[Collected data entries]
[Start of section]

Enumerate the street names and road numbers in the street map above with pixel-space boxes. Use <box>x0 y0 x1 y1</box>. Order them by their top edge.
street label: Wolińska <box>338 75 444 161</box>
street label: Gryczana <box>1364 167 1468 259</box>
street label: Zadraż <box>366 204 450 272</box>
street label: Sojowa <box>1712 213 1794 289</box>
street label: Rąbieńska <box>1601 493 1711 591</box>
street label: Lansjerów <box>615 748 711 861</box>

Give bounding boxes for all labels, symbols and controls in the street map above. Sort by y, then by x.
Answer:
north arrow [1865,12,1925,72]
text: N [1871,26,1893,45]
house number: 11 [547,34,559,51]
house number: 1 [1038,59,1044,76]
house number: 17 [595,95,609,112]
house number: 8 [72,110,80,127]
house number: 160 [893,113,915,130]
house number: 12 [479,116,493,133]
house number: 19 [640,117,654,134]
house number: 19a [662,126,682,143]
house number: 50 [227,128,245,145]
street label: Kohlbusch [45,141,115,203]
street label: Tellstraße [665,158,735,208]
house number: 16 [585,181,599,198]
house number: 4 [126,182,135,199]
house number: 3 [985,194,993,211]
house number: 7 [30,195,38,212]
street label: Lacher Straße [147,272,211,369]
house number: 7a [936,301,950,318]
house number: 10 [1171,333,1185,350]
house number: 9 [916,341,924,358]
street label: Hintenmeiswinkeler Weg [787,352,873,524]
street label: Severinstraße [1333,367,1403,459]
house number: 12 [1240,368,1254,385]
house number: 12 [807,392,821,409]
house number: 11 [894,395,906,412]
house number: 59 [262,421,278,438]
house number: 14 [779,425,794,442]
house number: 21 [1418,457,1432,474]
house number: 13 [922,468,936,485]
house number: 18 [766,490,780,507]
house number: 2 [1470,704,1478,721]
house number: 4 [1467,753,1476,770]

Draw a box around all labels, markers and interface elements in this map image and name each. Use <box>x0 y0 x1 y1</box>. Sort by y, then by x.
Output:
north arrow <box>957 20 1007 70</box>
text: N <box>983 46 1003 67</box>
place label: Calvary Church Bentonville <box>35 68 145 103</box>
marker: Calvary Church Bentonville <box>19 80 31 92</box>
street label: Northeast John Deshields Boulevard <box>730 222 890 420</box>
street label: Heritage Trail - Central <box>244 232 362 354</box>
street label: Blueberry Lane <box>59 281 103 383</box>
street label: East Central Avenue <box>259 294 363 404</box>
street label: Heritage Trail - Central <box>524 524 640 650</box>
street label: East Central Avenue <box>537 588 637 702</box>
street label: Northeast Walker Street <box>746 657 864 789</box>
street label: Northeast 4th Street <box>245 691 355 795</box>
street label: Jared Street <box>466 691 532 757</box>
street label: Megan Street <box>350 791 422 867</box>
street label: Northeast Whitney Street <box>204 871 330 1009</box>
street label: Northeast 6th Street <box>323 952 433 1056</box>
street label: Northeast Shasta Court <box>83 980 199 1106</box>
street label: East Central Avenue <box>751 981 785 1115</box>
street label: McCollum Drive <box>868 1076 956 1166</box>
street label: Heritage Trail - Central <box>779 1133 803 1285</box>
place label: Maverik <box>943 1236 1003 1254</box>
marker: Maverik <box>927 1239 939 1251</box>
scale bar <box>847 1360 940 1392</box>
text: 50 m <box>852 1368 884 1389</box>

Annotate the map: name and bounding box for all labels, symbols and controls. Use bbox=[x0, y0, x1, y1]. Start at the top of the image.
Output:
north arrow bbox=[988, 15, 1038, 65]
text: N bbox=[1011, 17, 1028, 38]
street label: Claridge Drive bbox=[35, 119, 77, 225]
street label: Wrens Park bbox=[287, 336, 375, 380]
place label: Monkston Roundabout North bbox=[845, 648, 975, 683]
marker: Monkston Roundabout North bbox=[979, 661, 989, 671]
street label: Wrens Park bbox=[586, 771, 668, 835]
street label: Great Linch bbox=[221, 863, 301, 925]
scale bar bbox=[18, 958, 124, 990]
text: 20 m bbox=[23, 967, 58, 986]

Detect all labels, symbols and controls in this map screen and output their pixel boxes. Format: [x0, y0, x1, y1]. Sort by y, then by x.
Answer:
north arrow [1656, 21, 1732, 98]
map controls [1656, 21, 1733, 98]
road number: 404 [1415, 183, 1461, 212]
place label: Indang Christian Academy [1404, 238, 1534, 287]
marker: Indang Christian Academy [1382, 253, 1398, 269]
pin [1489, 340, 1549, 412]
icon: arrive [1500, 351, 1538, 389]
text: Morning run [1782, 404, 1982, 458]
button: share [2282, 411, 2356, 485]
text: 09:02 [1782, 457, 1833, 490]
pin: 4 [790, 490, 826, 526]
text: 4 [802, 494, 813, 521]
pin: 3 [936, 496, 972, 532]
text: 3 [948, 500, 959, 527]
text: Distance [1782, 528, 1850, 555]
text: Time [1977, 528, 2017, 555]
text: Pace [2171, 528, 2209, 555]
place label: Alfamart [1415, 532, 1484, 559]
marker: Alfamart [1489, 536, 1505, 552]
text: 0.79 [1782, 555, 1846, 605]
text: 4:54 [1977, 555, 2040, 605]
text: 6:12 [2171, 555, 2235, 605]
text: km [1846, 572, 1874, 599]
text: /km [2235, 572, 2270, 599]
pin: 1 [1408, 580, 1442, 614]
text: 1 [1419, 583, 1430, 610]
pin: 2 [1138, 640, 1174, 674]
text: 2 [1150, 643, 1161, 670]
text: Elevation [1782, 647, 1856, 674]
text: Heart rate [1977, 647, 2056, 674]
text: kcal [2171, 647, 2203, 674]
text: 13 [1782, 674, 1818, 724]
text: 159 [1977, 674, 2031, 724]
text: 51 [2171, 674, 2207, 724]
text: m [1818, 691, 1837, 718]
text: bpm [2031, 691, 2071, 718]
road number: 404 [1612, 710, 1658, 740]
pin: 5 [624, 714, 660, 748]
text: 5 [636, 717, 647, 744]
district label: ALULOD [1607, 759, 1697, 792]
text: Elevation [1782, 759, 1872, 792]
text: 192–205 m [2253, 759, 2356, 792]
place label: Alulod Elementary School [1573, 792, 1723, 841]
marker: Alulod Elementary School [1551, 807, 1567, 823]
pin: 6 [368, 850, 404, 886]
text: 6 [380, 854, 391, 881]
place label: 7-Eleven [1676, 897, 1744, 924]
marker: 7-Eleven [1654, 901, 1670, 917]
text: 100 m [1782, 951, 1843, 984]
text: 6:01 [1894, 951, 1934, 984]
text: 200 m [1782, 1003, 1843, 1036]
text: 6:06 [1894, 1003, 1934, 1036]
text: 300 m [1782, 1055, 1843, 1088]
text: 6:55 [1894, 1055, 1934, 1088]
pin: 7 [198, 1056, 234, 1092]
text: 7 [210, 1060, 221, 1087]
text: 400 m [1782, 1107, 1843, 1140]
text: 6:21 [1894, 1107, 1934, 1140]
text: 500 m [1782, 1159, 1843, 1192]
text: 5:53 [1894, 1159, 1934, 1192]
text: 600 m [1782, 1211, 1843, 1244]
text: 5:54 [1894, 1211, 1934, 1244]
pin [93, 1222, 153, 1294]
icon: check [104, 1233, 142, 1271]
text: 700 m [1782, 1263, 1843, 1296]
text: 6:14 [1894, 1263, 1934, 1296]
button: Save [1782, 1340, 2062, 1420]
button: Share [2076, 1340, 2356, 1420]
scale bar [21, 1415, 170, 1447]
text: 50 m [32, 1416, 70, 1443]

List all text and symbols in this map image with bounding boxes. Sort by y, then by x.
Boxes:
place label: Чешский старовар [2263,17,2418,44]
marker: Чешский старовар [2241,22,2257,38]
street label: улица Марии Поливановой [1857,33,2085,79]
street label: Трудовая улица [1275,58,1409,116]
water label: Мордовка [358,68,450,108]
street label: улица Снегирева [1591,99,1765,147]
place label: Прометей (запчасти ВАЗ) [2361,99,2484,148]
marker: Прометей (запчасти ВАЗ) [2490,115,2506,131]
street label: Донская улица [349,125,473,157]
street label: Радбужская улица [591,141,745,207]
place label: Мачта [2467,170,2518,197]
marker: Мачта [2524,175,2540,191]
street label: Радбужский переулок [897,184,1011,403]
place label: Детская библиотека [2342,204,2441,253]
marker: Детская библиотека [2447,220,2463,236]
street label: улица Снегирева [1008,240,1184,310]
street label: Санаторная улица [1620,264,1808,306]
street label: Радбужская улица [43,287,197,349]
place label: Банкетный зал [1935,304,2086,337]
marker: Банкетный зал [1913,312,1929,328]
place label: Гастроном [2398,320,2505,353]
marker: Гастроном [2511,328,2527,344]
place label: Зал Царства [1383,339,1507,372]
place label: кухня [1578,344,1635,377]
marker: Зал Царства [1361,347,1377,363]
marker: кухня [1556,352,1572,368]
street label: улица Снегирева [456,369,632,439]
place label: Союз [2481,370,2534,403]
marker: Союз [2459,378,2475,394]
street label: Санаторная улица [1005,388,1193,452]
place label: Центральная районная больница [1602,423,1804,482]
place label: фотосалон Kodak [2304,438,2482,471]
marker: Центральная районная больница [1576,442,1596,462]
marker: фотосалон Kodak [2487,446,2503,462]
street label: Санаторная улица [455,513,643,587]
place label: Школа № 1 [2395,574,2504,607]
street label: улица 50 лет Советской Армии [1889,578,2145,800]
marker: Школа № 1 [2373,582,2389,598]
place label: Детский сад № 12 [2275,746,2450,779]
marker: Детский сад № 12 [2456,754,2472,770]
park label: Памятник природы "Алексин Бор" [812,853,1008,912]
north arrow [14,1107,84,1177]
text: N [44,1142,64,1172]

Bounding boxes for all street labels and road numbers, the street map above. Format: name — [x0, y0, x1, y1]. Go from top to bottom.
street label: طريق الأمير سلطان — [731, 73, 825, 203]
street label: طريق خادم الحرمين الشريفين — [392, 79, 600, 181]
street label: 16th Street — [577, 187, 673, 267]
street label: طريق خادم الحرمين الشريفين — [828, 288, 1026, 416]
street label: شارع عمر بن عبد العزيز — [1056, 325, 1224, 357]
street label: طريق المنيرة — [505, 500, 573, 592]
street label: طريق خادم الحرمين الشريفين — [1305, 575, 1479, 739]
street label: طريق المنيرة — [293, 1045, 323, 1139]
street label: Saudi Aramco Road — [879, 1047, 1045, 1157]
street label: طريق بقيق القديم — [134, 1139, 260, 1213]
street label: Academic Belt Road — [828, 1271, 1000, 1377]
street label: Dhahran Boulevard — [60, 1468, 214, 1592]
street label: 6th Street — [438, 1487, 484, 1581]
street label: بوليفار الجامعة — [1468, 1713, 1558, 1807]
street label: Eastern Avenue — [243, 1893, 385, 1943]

[End of section]

## What you have to do:
Wherever the string "symbols" appears in a line above, copy that line.

## Final answer:
Give bounding boxes for all labels, symbols and controls in the street map above. Sort by y, then by x.
Annotate the map: name and bounding box for all labels, symbols and controls. Use bbox=[x0, y0, x1, y1]. Start at the top of the image.
Detect all labels, symbols and controls in this map screen and output their pixel boxes. Format: [x0, y0, x1, y1]. Sort by y, then by x.
List all text and symbols in this map image with bounding boxes. Sort by y, then by x.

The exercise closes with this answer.